> [Input material]

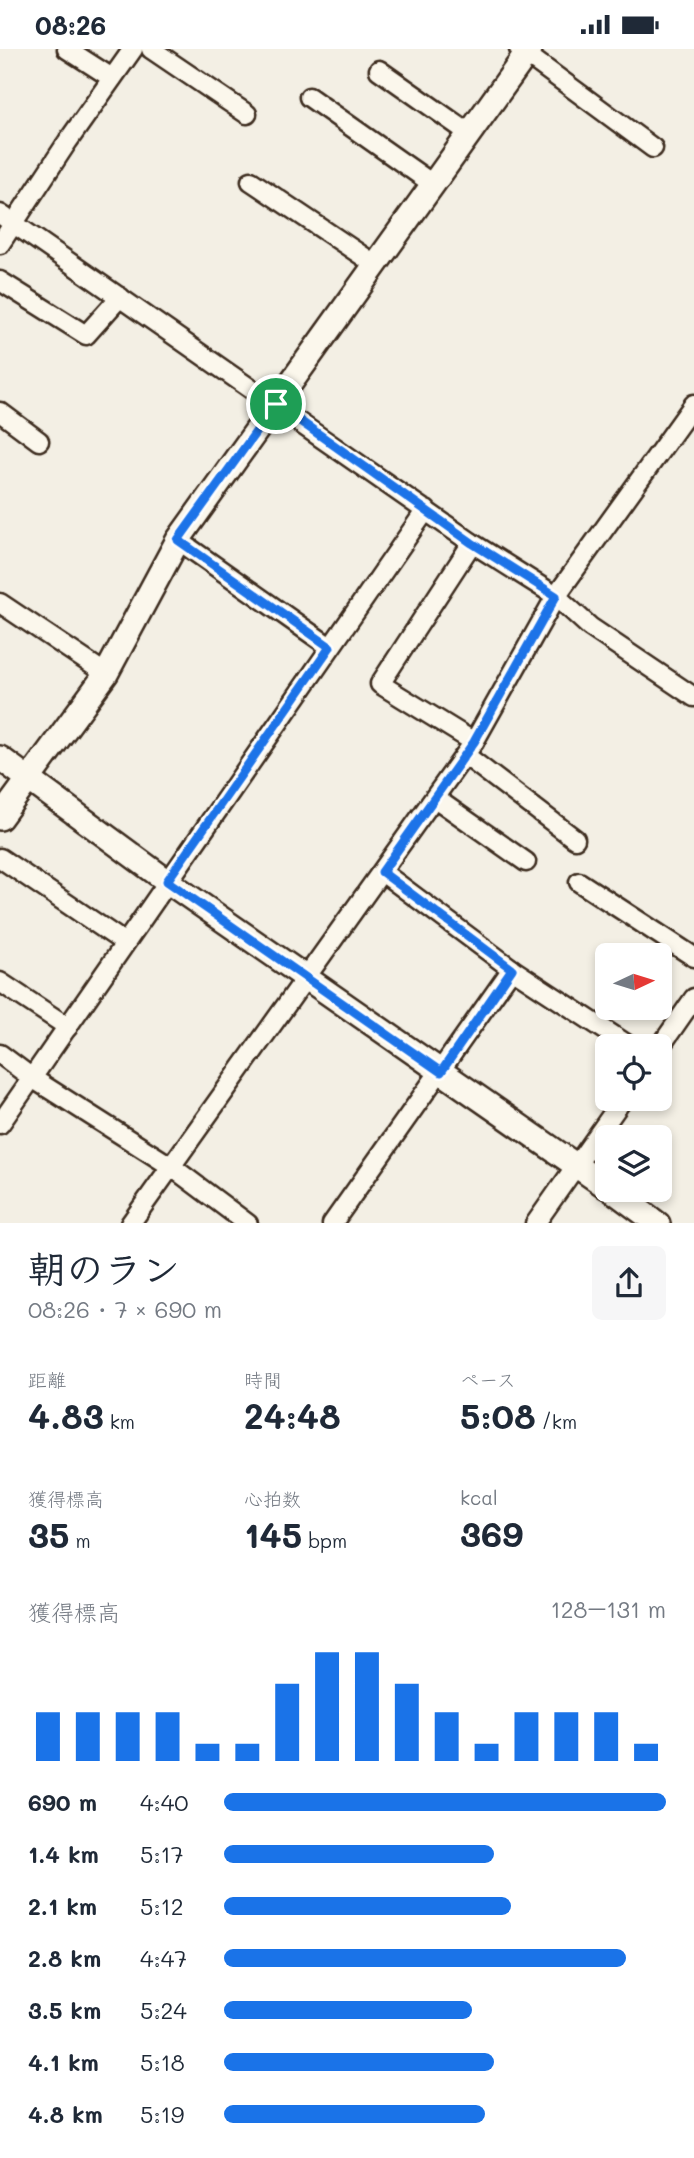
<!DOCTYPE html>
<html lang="ja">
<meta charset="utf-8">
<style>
body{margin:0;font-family:Mali,"Klee One",sans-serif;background:#f6f6f7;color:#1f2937;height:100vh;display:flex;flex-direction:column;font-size:26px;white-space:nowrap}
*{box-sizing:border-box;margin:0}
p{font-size:23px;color:#747a83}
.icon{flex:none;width:38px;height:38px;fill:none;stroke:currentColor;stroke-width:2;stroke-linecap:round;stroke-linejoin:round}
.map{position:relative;height:1174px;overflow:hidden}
.panel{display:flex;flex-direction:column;background:#fff;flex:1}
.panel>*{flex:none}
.needle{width:46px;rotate:86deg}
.buttons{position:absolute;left:595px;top:894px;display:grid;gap:14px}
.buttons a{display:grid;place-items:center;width:77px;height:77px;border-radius:10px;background:#fff;box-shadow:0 4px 10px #0003;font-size:35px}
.pin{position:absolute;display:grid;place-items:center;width:60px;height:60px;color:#fff;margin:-30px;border:4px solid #fff;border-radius:50%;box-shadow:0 2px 7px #0007}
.round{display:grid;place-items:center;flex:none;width:74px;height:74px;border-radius:10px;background:#f6f6f7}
.head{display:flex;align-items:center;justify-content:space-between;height:119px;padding:0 28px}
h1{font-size:38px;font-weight:700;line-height:52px}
.metrics{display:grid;grid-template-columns:repeat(3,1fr);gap:10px;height:119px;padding:7px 28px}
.metrics div{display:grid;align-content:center}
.metrics b{font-size:35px;font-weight:700}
.metrics small{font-size:19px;font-weight:400}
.metrics p{font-size:19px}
.chart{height:196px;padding:14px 28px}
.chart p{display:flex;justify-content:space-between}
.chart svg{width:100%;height:126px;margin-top:7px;stroke:#1a73e8;stroke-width:6}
ul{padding:0 28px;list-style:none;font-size:23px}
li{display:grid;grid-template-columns:112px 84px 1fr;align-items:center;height:52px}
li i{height:18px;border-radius:9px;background:#1a73e8}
.status{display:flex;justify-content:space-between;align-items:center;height:49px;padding:0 35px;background:#fff;direction:ltr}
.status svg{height:19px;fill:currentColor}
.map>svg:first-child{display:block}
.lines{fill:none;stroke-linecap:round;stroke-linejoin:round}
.minor-casing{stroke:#3b2a1e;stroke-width:23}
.tertiary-casing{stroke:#3b2a1e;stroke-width:28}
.minor{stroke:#fbf7ec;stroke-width:18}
.tertiary{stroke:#fbf7ec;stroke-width:23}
.route-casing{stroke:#fff;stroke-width:14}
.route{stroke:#1a73e8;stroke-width:9}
</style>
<div class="status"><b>08:26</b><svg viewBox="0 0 49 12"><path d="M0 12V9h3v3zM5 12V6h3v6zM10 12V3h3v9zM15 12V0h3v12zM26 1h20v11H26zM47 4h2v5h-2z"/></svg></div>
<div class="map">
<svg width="694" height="1175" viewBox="0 0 694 1175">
<rect width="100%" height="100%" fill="#f3efe4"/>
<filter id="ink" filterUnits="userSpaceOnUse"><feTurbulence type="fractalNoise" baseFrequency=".0143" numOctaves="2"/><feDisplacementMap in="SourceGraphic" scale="14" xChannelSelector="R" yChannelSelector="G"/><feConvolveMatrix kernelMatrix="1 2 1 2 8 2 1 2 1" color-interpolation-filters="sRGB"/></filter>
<g filter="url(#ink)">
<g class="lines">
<!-- minor casing -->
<g class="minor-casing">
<g id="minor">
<polyline points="67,0 112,29"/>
<polyline points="151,0 247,65"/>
<polyline points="519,0 653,99"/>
<polyline points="379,21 470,85"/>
<polyline points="309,48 434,136"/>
<polyline points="251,132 376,216"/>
<polyline points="0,165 472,494 556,547 590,578 694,648"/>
<polyline points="0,195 68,92 133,0"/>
<polyline points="0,232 86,286 120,248"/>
<polyline points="0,363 39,392"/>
<polyline points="178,491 330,598"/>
<polyline points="472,494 380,635 474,693"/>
<polyline points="0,554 106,625"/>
<polyline points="465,706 575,790"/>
<polyline points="435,749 526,813"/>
<polyline points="0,809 125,894"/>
<polyline points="579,833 694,908"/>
<polyline points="512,920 631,998"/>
<polyline points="0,933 68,978"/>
<polyline points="660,998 694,949"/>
<polyline points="0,1005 32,1029 172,1118 248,1175"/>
<polyline points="0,1075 426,461"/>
<polyline points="130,1175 474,693 556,547 694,355"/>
<polyline points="332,1175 512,920 382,823"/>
<polyline points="535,1175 623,1050"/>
</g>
</g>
<!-- tertiary casing -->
<g class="tertiary-casing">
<g id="tertiary">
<polyline points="0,709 167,832 607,1138"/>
<polyline points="0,769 106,625 178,491 530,0"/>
<polyline points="612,1141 658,1175"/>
</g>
</g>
<!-- minor -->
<use href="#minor" class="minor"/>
<!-- tertiary -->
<use href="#tertiary" class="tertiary"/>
</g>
</g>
<g class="lines" filter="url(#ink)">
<!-- route casing -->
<g class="route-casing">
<polygon id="route" points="276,355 472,494 556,547 474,693 382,823 512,920 441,1023 167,832 330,598 178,491"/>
</g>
<!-- route -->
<use href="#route" class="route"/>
</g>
</svg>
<div class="buttons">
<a><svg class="needle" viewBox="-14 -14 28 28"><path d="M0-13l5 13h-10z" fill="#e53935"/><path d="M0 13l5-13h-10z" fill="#747a83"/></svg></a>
<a><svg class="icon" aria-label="locate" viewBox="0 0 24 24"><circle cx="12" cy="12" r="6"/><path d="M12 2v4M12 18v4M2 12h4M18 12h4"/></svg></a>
<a><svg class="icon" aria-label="layers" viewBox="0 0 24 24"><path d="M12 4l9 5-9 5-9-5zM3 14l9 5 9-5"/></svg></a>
</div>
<div class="pin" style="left:276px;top:355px;background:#1e9e55"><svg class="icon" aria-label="arrive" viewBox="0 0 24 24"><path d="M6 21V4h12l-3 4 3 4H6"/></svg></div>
</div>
<section class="panel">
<div class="head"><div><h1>朝のラン</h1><p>08:26 · 7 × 690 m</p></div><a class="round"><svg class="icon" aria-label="share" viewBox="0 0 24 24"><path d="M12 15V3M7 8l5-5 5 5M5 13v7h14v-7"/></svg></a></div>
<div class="metrics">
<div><p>距離</p><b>4.83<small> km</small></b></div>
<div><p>時間</p><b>24:48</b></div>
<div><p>ペース</p><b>5:08<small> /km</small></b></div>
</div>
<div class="metrics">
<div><p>獲得標高</p><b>35<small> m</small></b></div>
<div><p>心拍数</p><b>145<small> bpm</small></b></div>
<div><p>kcal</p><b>369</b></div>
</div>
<div class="chart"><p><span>獲得標高</span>128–131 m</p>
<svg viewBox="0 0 160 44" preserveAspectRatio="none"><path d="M5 44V27M15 44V27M25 44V27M35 44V27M45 44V38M55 44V38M65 44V17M75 44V6M85 44V6M95 44V17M105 44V27M115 44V38M125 44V27M135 44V27M145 44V27M155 44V38"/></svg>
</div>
<ul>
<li><b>690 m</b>4:40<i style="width:100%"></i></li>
<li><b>1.4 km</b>5:17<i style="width:61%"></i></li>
<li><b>2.1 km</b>5:12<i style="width:65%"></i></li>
<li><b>2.8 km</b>4:47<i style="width:91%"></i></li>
<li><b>3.5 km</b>5:24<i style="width:56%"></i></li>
<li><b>4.1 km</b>5:18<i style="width:61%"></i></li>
<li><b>4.8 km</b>5:19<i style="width:59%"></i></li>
</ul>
</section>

> [What to do] Each line that includes "buttons" counts once; state how many such lines the listing has, with no other words.

> [Answer box] 3